This is an update to a March 21 University of Kentucky College of Agriculture news release on Eastern tent caterpillars.

Eastern tent caterpillars (ETC) were identified as the cause of foal loss during the mare reproductive loss syndrome outbreaks in 1999-2001. Over the last three years, ETC populations in Central Kentucky have been increasing gradually but there are still wide differences in numbers from one area to another. This is normal for the caterpillar's dynamics.

ETC larvae should be approximately 0.5 to 0.75 inches in size in Central Kentucky. This time of year the caterpillars are beginning to move from 2- to 3-inch-long tents near their egg mass to larger masses at major branch forks.

Most tents should be baseball- to softball-size, making them easy to see in trees, particularly on sunny days. Consequently, if pregnant mares are present in pastures, now is the time to check for tents along pasture and paddock tree lines that contain wild cherry trees. Any management of the caterpillars should be done while they are together in tents. It is difficult to provide effective control once the ETCs are fully grown and have dispersed from host trees.

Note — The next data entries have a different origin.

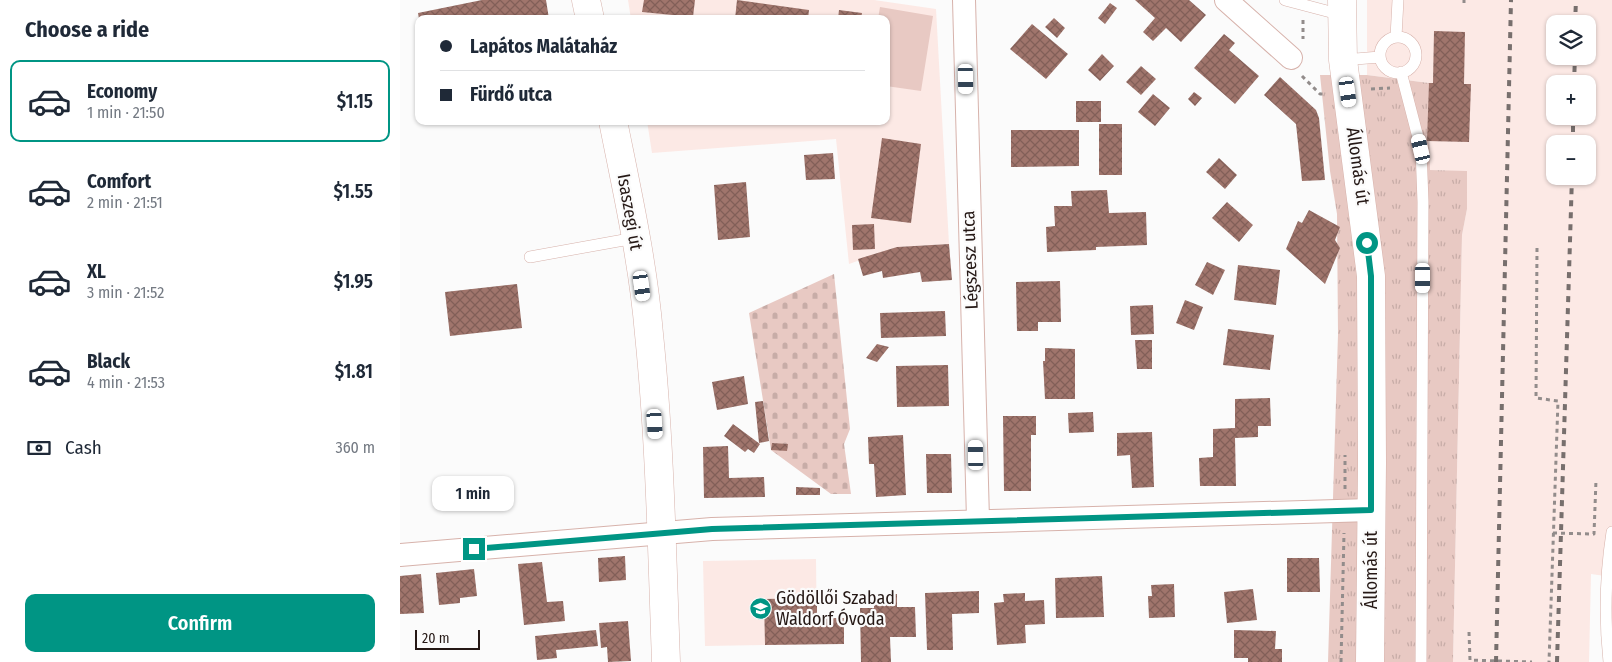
<!DOCTYPE html>
<meta charset="utf-8">
<style>
:root{--surface:#fff;--page:#f6f6f7;--text:#1f2937;--muted:#747a83;--line:#e0e1e3;--accent:#009584}
body{margin:0;font-family:"Fira Sans Condensed",sans-serif;background:var(--page);color:var(--text);height:100vh;display:flex;flex-direction:column;font-size:19px;white-space:nowrap}
*{box-sizing:border-box;margin:0}
p{font-size:16px;color:var(--muted)}
.icon{flex:none;width:28px;height:28px;fill:none;stroke:currentColor;stroke-width:2;stroke-linecap:round;stroke-linejoin:round}
.map{position:relative;flex:1;overflow:hidden}
.details{display:flex;flex-direction:column;background:var(--surface);width:400px}
.details>*{flex:none}
.guide{position:absolute;left:15px;top:15px;width:475px;height:110px;border-radius:10px;box-shadow:0 1px 4px #0004;display:grid;align-content:center;height:110px;padding:0 25px;background:var(--surface)}
.fabs{position:absolute;left:1146px;top:15px;display:grid;gap:10px}
.fabs a{display:grid;place-items:center;width:50px;height:50px;border-radius:10px;background:var(--surface);box-shadow:0 1px 4px #0004;font-size:25px}
.scale{position:absolute;left:15px;bottom:12px;width:65px;box-sizing:border-box;padding-left:5px;border:2px solid #251815;border-top:0;font-size:14px;line-height:18px;white-space:nowrap;color:#251815;-webkit-text-stroke:4px #fbfbfb;paint-order:stroke}
.end{position:absolute;width:22px;height:22px;margin:-11px;border:6px solid #009584;background:#fff;box-shadow:0 0 0 2px #fff}
.from{border-radius:50%}
.bubble{position:absolute;height:35px;border-radius:10px;background:var(--surface);box-shadow:0 1px 4px #0004;font-size:16px;font-weight:600;line-height:35px;text-align:center}
.car{position:absolute;width:15px;height:30px;margin:-15px -8px;border-radius:6px;box-shadow:0 0 4px 1px #0007;background:linear-gradient(#fff 24%,#345 0 40%,#fff 0 76%,#345 0 86%,#fff 0)}
.guide b{display:flex;align-items:center;gap:18px;height:48px;font-size:19px}
.guide b+b{border-top:1px solid var(--line)}
.guide i{width:12px;height:12px;background:var(--text)}
ul{padding:0;list-style:none}
li{display:flex;align-items:center;gap:15px;height:82px;margin:0 10px 8px;padding:0 15px;border:2px solid transparent;border-radius:10px}
li div{flex:1}
li b{display:block;font-size:19px}
li em{font-style:normal;font-weight:600}
li.current{border-color:var(--accent)}
li>.icon{width:45px;height:45px;stroke-width:1.5}
h2{padding:0 25px;font-size:22px;line-height:60px}
.pay{display:flex;align-items:center;gap:12px;height:55px;padding:0 25px;font-size:19px}
.pay p{margin-inline-start:auto}
.cta{display:flex;gap:10px;margin-top:auto;padding:10px 25px}
.cta a{flex:1;height:58px;border-radius:10px;background:var(--accent);color:#fff;font-size:20px;font-weight:600;line-height:58px;text-align:center}
main{display:flex;flex:1;min-height:0}
.map>svg:first-child{display:block}
.built{fill:#fce9e5;fill-rule:evenodd}
.grass{fill:url(#grass-tufts)}
.cemetery{fill:url(#cemetery-stones)}
.pitch{fill:#e8c9c3}
.building{fill:url(#building-cross-hatch)}
.lines{fill:none;stroke-linecap:round;stroke-linejoin:round}
.lane-casing{stroke:#d7b2ab;stroke-width:12}
.street-casing{stroke:#d7b2ab;stroke-width:24}
.secondary-casing{stroke:#d7b2ab;stroke-width:29}
.path{stroke:#928c8b;stroke-width:3;stroke-dasharray:4 4;stroke-linecap:butt}
.lane{stroke:#fff;stroke-width:11}
.street{stroke:#fff;stroke-width:22}
.secondary{stroke:#fff;stroke-width:28}
.rail{stroke:#776f6d;stroke-width:4;stroke-dasharray:6 6;stroke-linecap:butt}
.route{stroke:#009584;stroke-width:6}
.labels{text-anchor:middle;dominant-baseline:central;stroke-width:4.5;stroke-linejoin:round;paint-order:stroke}
.street-label{font-size:18px;fill:#251815;stroke:#fbfbfb}
.poi-label{font-size:18px;fill:#251815;stroke:#fbfbfb;text-anchor:start}
</style>
<main>
<section class="details">
<h2>Choose a ride</h2>
<ul>
<li class="current"><svg class="icon" aria-label="car" viewBox="0 0 24 24"><path d="M5 17H2v-5l4-1 3-4h7l3 4 3 1v5h-3M9 17h6M6 11h13"/><circle cx="7" cy="17" r="2"/><circle cx="17" cy="17" r="2"/></svg><div><b>Economy</b><p>1 min · 21:50</p></div><em>$1.15</em></li>
<li><svg class="icon" aria-label="car" viewBox="0 0 24 24"><path d="M5 17H2v-5l4-1 3-4h7l3 4 3 1v5h-3M9 17h6M6 11h13"/><circle cx="7" cy="17" r="2"/><circle cx="17" cy="17" r="2"/></svg><div><b>Comfort</b><p>2 min · 21:51</p></div><em>$1.55</em></li>
<li><svg class="icon" aria-label="car" viewBox="0 0 24 24"><path d="M5 17H2v-5l4-1 3-4h7l3 4 3 1v5h-3M9 17h6M6 11h13"/><circle cx="7" cy="17" r="2"/><circle cx="17" cy="17" r="2"/></svg><div><b>XL</b><p>3 min · 21:52</p></div><em>$1.95</em></li>
<li><svg class="icon" aria-label="car" viewBox="0 0 24 24"><path d="M5 17H2v-5l4-1 3-4h7l3 4 3 1v5h-3M9 17h6M6 11h13"/><circle cx="7" cy="17" r="2"/><circle cx="17" cy="17" r="2"/></svg><div><b>Black</b><p>4 min · 21:53</p></div><em>$1.81</em></li>
</ul>
<div class="pay"><svg class="icon" aria-label="cash" viewBox="0 0 24 24"><path d="M3 7h18v10H3z"/><circle cx="12" cy="12" r="2"/></svg>Cash<p>360 m</p></div>
<div class="cta"><a>Confirm</a></div>
</section>
<div class="map">
<svg width="1212" height="662" viewBox="0 0 1212 662">
<defs>
<pattern id="grass-tufts" width="24" height="20" patternUnits="userSpaceOnUse" patternTransform="scale(1.25)"><rect width="24" height="20" fill="#e8c9c3"/><path d="M3 7l-1-3M5 7V3M7 7l1-3M15 17l-1-3M17 17v-4M19 17l1-3" fill="none" stroke="#c7aca7"/></pattern>
<pattern id="cemetery-stones" width="16" height="16" patternUnits="userSpaceOnUse" patternTransform="scale(1.25)"><rect width="16" height="16" fill="#e8c9c3"/><path d="M2 7V4a2 2 0 0 1 4 0v3zM10 15v-3a2 2 0 0 1 4 0v3z" fill="#c7aca7"/></pattern>
<pattern id="building-cross-hatch" width="8" height="8" patternUnits="userSpaceOnUse" patternTransform="scale(1.25)"><rect width="8" height="8" fill="#a0756c"/><path d="M0 0l8 8M0 8l8-8" fill="none" stroke="#825f58"/></pattern>
</defs>
<rect width="100%" height="100%" fill="#fbfbfb"/>
<path class="built" d="M228 0H474L536 9 549 244 497 247 449 264 436 139 252 153 247 121H486V19H231Z
M967 0H1212V577L1191 574 1189 662H1053L1062 235 1067 209V172L1030 170 1029 83 967 75ZM1155 24H1188V56H1155ZM1155 84H1188V116H1155ZM1155 144H1188V176H1155Z
M416 559 417 644 305 646 303 561Z"/>
<path class="grass" d="M920 75H967L1029 83 1030 170 1067 171V209L1062 235 1053 662H928L938 334 937 214 930 171Z"/>
<path class="cemetery" d="M434 274 450 429 444 444 451 494H431L371 450 349 313Z"/>
<path class="pitch" d="M480 7 533 16 521 91 486 86V19H478Z"/>
<path class="building" d="M82 0H146L149 19H19L18 13Z
M244 0H295L293 17 242 12Z
M337 0 409 10 408 19H335Z
M735 0H789L806 15 781 42 766 28 753 41 743 32 755 18Z
M710 3 717 8 705 24 698 18Z
M439 10 462 13 461 19H438Z
M654 18 665 28 657 38 645 27Z
M632 24 668 54 646 79 610 49Z
M1034 31 1065 32 1064 84H1071L1069 142 1027 141 1029 83H1033Z
M824 34 835 43 829 50 859 76 835 104 794 68Z
M702 54 714 66 700 81 688 70Z
M741 66 756 79 741 95 726 82Z
M880 77 916 110 919 118 925 180 902 181 896 124 864 95Z
M794 92 802 98 795 106 788 99Z
M753 94 770 108 755 126 738 112Z
M676 101H701V122H676Z
M699 124H722V175H699Z
M611 130H679V166L611 167Z
M482 138 521 144 511 223 471 218Z
M433 153 435 179 406 180 404 155Z
M819 158 837 175 825 189 806 172Z
M346 182 350 237 318 240 314 185Z
M707 190 709 213 746 212 747 245 696 247V250L647 252 646 227 655 226 654 206H672L671 191Z
M827 202 853 225 839 242 812 218Z
M909 210 940 227 935 240 940 248 925 284 886 249 898 221 902 223Z
M474 224 475 249 453 250 452 225Z
M549 244 552 280 522 282 520 272 483 278 482 271 463 276 458 259 497 247Z
M807 262 825 270 813 295 795 285Z
M838 265 880 270 876 305 834 300Z
M660 281 661 322H638V331H617L616 282Z
M117 284 122 328 50 336 45 292Z
M785 300 803 307 794 330 776 323Z
M753 305 754 334 731 335 730 306Z
M545 311 546 336 481 338 480 313Z
M828 329 874 335 870 370 823 365Z
M735 340H752V369H737Z
M477 344 489 347 477 362 466 358Z
M645 348 675 349V399H645L643 361H645Z
M548 365 549 406 497 407 496 366Z
M344 376 348 404 317 410 312 382Z
M870 398 871 426H858V437L835 438 836 486H800L799 458 813 457V429L835 428V399Z
M363 401 369 441 359 443 355 402Z
M693 412 694 432 669 433 668 413Z
M603 416H636V435H631V491H604Z
M333 424 360 444 354 453 348 449 345 452 324 436Z
M752 432 754 487 732 488 730 455 717 456V433Z
M503 435 506 495 476 497 474 464H469L468 437Z
M372 443 388 444 387 451 371 450Z
M328 446 329 478 364 477 365 497 304 498 303 447Z
M526 454H551L552 493H527Z
M396 487 420 488V495H396Z
M225 556 226 580 199 582 198 558Z
M887 558H919L920 592H887Z
M142 562 147 602 163 601 165 621 124 625 118 564Z
M74 569 77 596 60 598V603L39 605 36 573Z
M21 574 24 613 0 614V576Z
M702 576 704 617 656 618 655 578Z
M774 584 775 617 749 618 748 596H752L751 585Z
M853 589 857 620 827 623 824 592Z
M579 591V613L552 614 553 650H527L525 593Z
M625 593V601L644 600 645 624 625 625 626 643 597 645 594 603 604 602 603 594Z
M497 594V607H515L516 637H490L491 662H461L460 608H474V595Z
M417 598V618H444V644L365 645 364 599Z
M228 621 231 661 208 662 207 647 201 648 199 623Z
M196 630 198 646 156 650 157 658 137 660 135 636Z
M834 630 876 631 875 649H882V662H848V658H834Z"/>
<g class="lines">
<defs>
<path id="lane" d="M885 0 942 15
M996 37 998 0
M980 55a18 18 0 1 1 36 0a18 18 0 1 1-36 0Z
M943 60 980 57
M1001 72 1021 149 1023 202 1021 662
M130 257 235 238
M1209 662C1204 616 1205 577 1212 532"/>
<path id="street" d="M564 0 578 520
M826 0 891 58
M0 555 312 529 971 510"/>
<path id="secondary" d="M186 0 190 19
M942 0 943 60 971 276 972 463 970 662
M213 121C227 191 243 262 249 334 260 442 262 553 266 662"/>
</defs>
<use href="#lane" class="lane-casing"/>
<use href="#street" class="street-casing"/>
<use href="#secondary" class="secondary-casing"/>
<path class="path" d="M1064 3V0
M903 20V39
M902 76 920 94H923
M971 89 990 88
M1137 248 1136 398 1158 401 1149 662
M945 489V455
M1153 533 1194 534 1196 480
M1069 632 1070 660 1132 662
M941 662 944 533"/>
<use href="#lane" class="lane"/>
<use href="#street" class="street"/>
<use href="#secondary" class="secondary"/>
<path class="rail" d="M1175 24 1176 0
M1174 84 1175 56
M1173 144V116
M1096 662 1111 0
M1157 662 1172 176"/>
</g>
<g class="lines">
<path class="route" d="M74 549 312 529 971 510V276L967 243"/>
</g>
<defs>
<symbol id="school-disc" viewBox="-11 -11 22 22"><circle r="9.5" fill="#009584" stroke="#fbfbfb"/><path d="M0-5L7-2L0 1L-7-2ZM-4 1L0 2.5L4 1V4Q0 6-4 4Z" fill="#fff"/></symbol>
</defs>
<g fill-rule="evenodd">
<use href="#school-disc" x="348" y="596" width="25" height="25"/>
</g>
<g class="labels">
<g class="street-label">
<text transform="translate(958 166) rotate(82)">Állomás út</text>
<text transform="translate(230 212) rotate(80)">Isaszegi út</text>
<text transform="translate(570 260) rotate(-92)">Légszesz utca</text>
<text transform="translate(971 570) rotate(-90)">Állomás út</text>
</g>
<g class="poi-label">
<text x="376" y="598">Gödöllői Szabad<tspan x="376" dy="21">Waldorf Óvoda</tspan></text>
</g>
</g>
</svg>
<div class="fabs">
<a><svg class="icon" aria-label="layers" viewBox="0 0 24 24"><path d="M12 4l9 5-9 5-9-5zM3 14l9 5 9-5"/></svg></a>
<a>+</a>
<a>−</a>
</div>
<div class="scale">20 m</div>
<i class="end from" style="left:967px;top:243px"></i>
<i class="end" style="left:74px;top:549px"></i>
<div class="bubble" style="left:32px;top:476px;width:82px">1 min</div>
<i class="car" style="left:566px;top:79px;rotate:179deg"></i>
<i class="car" style="left:948px;top:92px;rotate:172deg"></i>
<i class="car" style="left:1021px;top:149px;rotate:347deg"></i>
<i class="car" style="left:1023px;top:278px;rotate:180deg"></i>
<i class="car" style="left:242px;top:286px;rotate:172deg"></i>
<i class="car" style="left:255px;top:424px;rotate:176deg"></i>
<i class="car" style="left:576px;top:455px;rotate:359deg"></i>
<div class="guide">
<b><i class="from"></i>Lapátos Malátaház</b>
<b><i></i>Fürdő utca</b>
</div>
</div>
</main>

One management option is to move pregnant mares away from identifiable ETC concentrations. If this is not practical, then physical removal of tents or spot treatment with insecticides is an alternative approach.

ETCs were identified as the cause of foal loss during the Mare Reproductive Loss Syndrome (MRLS) outbreak in 1999-2001.

Lee Townsend, PhD, a University of Kentucky College of Agriculture entomologist, provided this information.